I have internal debates with me, myself and I about profanity on a regular basis. The words that “polite” society has deemed unacceptable for public use are more like exclamation points than words. Or so they seem to me at times. Sometimes I use them just for the shock value. Other times I use them and don’t know why. Have thought about not using any for a while so I can cut the mental censor off. But mental censor only works when it wants to anyway so…
Clarity of thought begets correct action.
or something…
The ideas that lead to the experiment that produced the book “the one straw revolution” came about in the aftermath of getting really drunk. The main one is that “Nothing Matters”. And the thing about this is that he is exactly right! The only thing that matters is getting through the next while. Smell the farts. Watch the sun come up from the wrong end of the day.
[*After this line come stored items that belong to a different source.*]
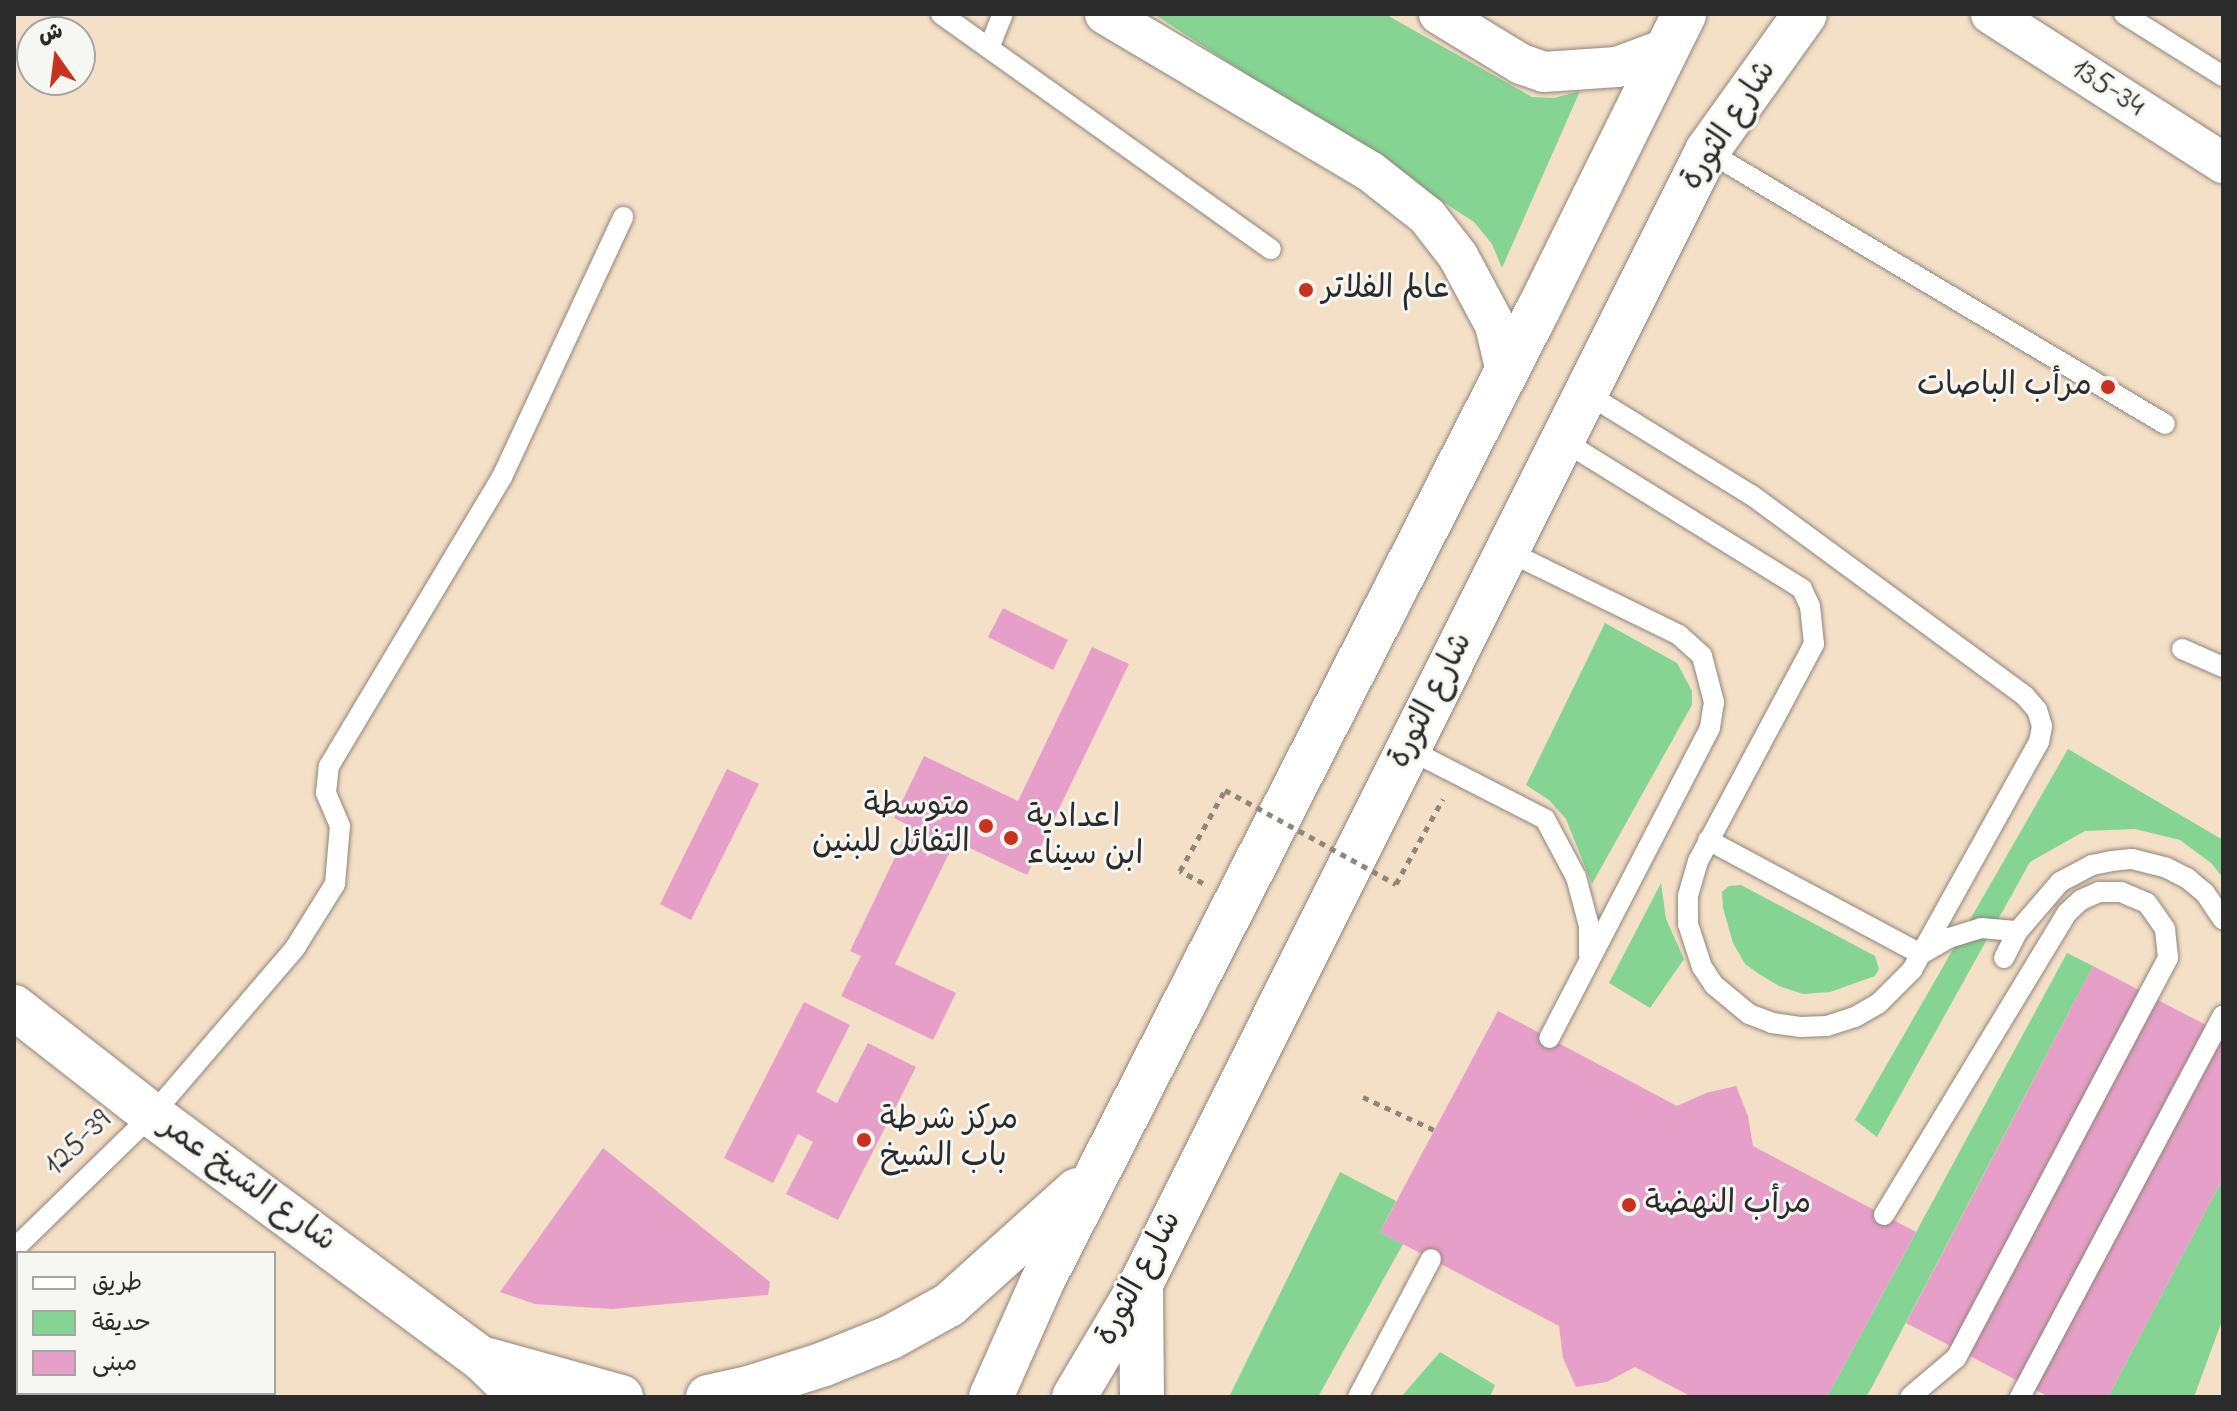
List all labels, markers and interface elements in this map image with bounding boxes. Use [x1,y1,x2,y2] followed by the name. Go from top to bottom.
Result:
[16,16,96,96] north arrow
[35,16,66,53] text: ش
[2063,51,2151,127] street label: 135-34
[1674,54,1786,198] street label: شارع الثورة
[1322,271,1449,309] place label: عالم الفلاتر
[1297,281,1315,299] marker: عالم الفلاتر
[1917,368,2092,406] place label: مرأب الباصات
[2099,378,2117,396] marker: مرأب الباصات
[1382,627,1482,775] street label: شارع الثورة
[812,789,970,864] place label: متوسطة التفائل للبنين
[1027,801,1143,876] place label: اعدادية ابن سيناء
[977,817,995,835] marker: متوسطة التفائل للبنين
[1002,829,1020,847] marker: اعدادية ابن سيناء
[37,1103,121,1185] street label: 125-39
[880,1103,1018,1178] place label: مركز شرطة باب الشيخ
[151,1108,343,1262] street label: شارع الشيخ عمر
[855,1131,873,1149] marker: مركز شرطة باب الشيخ
[1645,1186,1811,1224] place label: مرأب النهضة
[1620,1196,1638,1214] marker: مرأب النهضة
[1089,1205,1191,1353] street label: شارع الثورة
[16,1251,276,1395] legend
[92,1267,142,1302] text: طريق
[92,1307,151,1342] text: حديقة
[92,1347,137,1382] text: مبنى

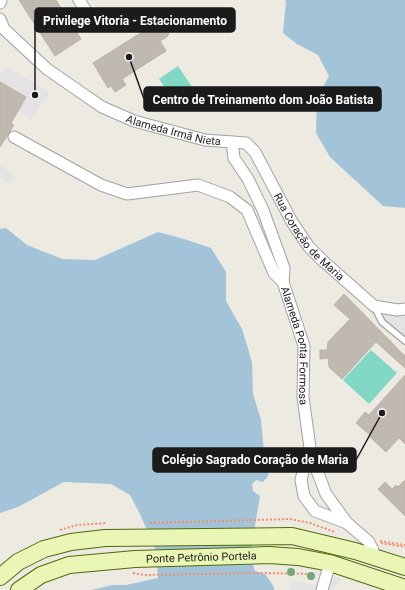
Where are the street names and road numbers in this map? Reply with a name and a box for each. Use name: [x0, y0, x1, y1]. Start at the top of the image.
street label: Alameda Irmã Nieta: [124, 112, 221, 148]
street label: Rua Coração de Maria: [271, 191, 347, 283]
street label: Alameda Ponta Formosa: [278, 285, 310, 406]
street label: Ponte Petrônio Portela: [146, 549, 257, 566]

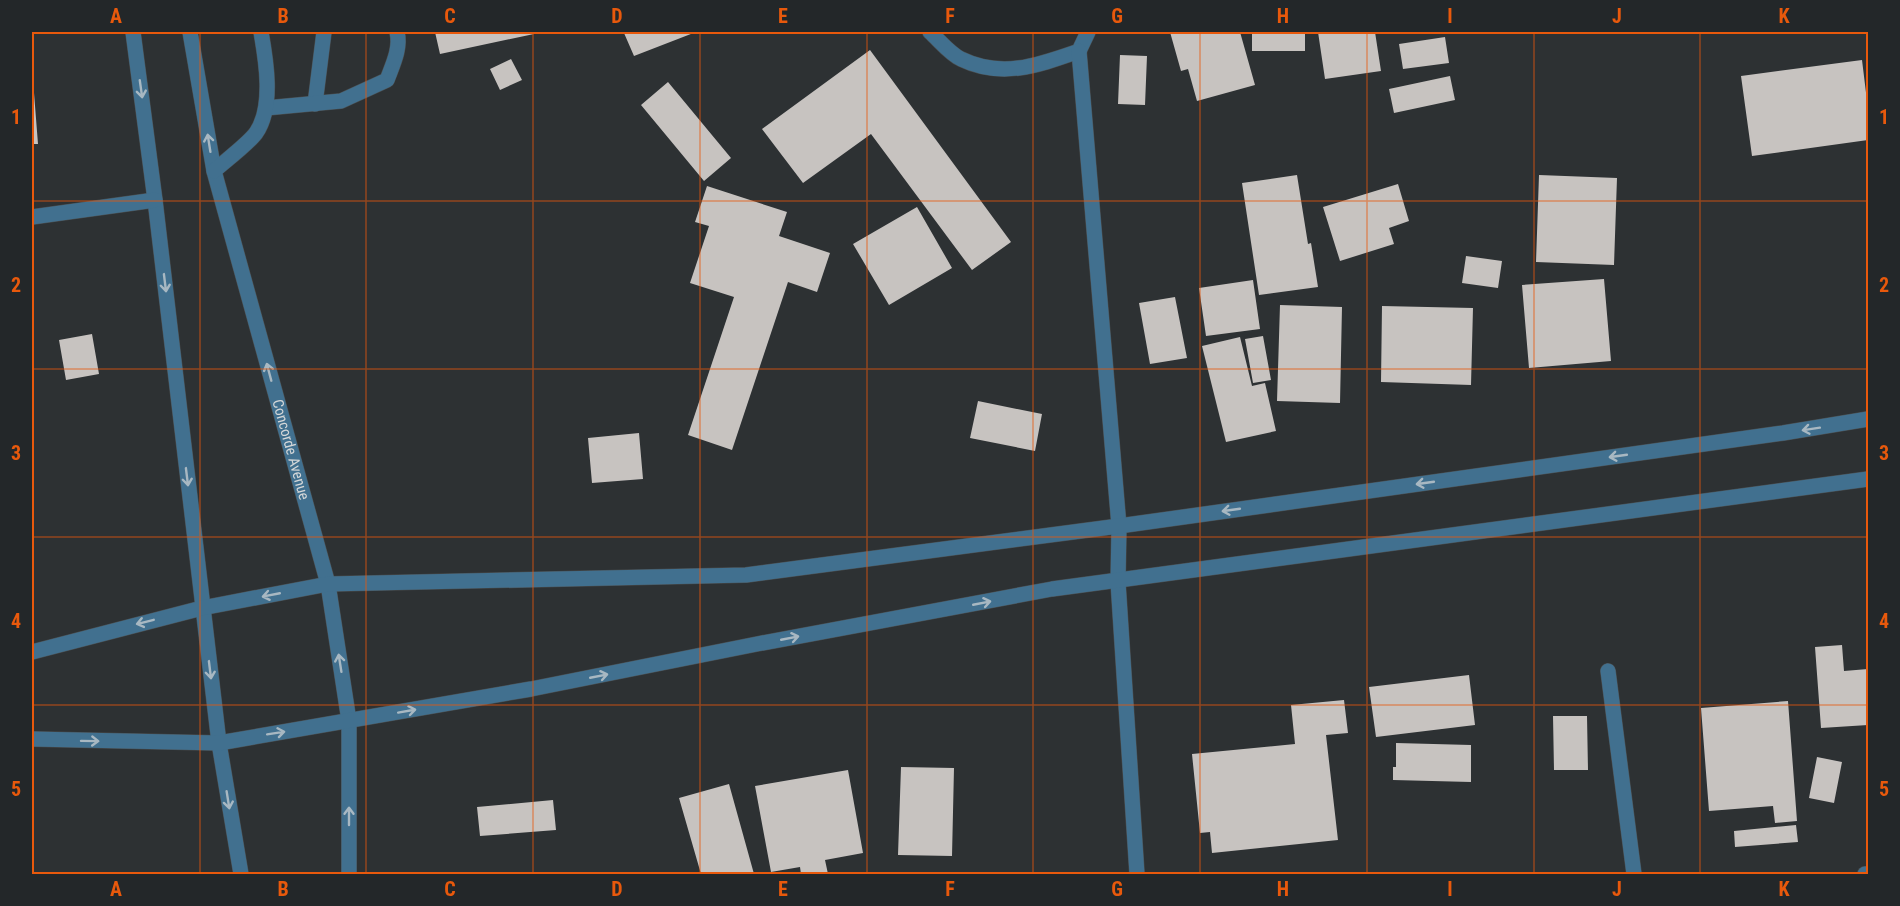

But I must go to work, you exclaim!
Why, asks I?
Why to buy bright shinny objects to distract myself from the world that god made to give us all things and line the pockets of greedy corporations with, you reply indigently.
So it goes. A few years ago (in either direction I suspect) if you needed something you made it or grew it or traded someone you knew for it or did without. How much has changed today. I have more than any 100 people need and want more. I work all the time trying to build shelters to keep it dry and safe from insects and rodents and molds and rot. Moving it around. Working around it. Its all JUNK. Meaning nothing to anyone else. Just trash.
Look to the future. Make piles of money to keep you in comfort in your old age. But really just go in debt to get things you don’t need to do things that don’t need doing without the stuff thats not needed. What a vicious circle we create with things. Stuff as George Carlin calls it. Gotta have more stuff. And a place for our stuff. I got too much stuff. Some will go to the land fill. Some will be recycled. I’ll still build with found objects but I am not at all sure about buying materials to build with.
Read an article about Roman concrete that said they used lime, sea-water, rock and sand. Got limestone. Need to see if I can crack it with fire and water. Time is all it needs. We trade our future for saving time today. interesting concept. Save up time already spent in work with paper and coin to trade to someone else for something they have we want. Really distorted reality society has created.
Profit is almost always had at the expense of someone else’s time. Do unto others as you would have them do unto you. Not get as much profit as you can. I hate the capitalistic society we live in. A dog eat dog world.
So I have been living on the fringes all my life. Trying to give fair return in work for funds received. Sometimes I have done so, sometimes I haven’t. Still got a few debts that I need to take care of here real soon but for the most part I think the scales balance. I have offinded a LOT of folks with my bluntness (or rudeness as some have said). Some have said I was sick even. Never disagreed with them either. But I have never fit in with the 9 to 5 society. It makes me nervious. Don’t like to be inside all the time. I feel much better physically, outside in the fresh air, not in a city or even town but in the woods or fields.
Got a job to go do today. Don’t want to do it but it’s an old customer and I hate to let him down.
I wish he would find another tech as I really don’t want to be dragged back into the hi-tech game. Every time I do I feel I need to get back into this easy money game. But every time I have allowed myself to do so it has resulted in a steadly deteriorating mental and physical condition that finely causes me to go to bed for a few weeks untill I get out of it again. Then the slow recovery starts. And I do something again and over do it and so the cycle repeats.
This is not acceptable and I have to change something and break out of it. Still trying to figure out how.
Still working at something every day. But I have tried to change my focus. Now I am trying to spend a large part of each day in working on the land. Whether it is clearing fence rows or road sides or just walking in the woods trying to decide which areas to start clearing out for better tree growth and ground cover management. Sometimes I just walk around and look at the changes that the seasons bring. I feel like I am healing out here. But I go back and start trying to work on equipment and start resenting it. Or so it seems looking at it from this distance.
Time to take a break from this and get some food.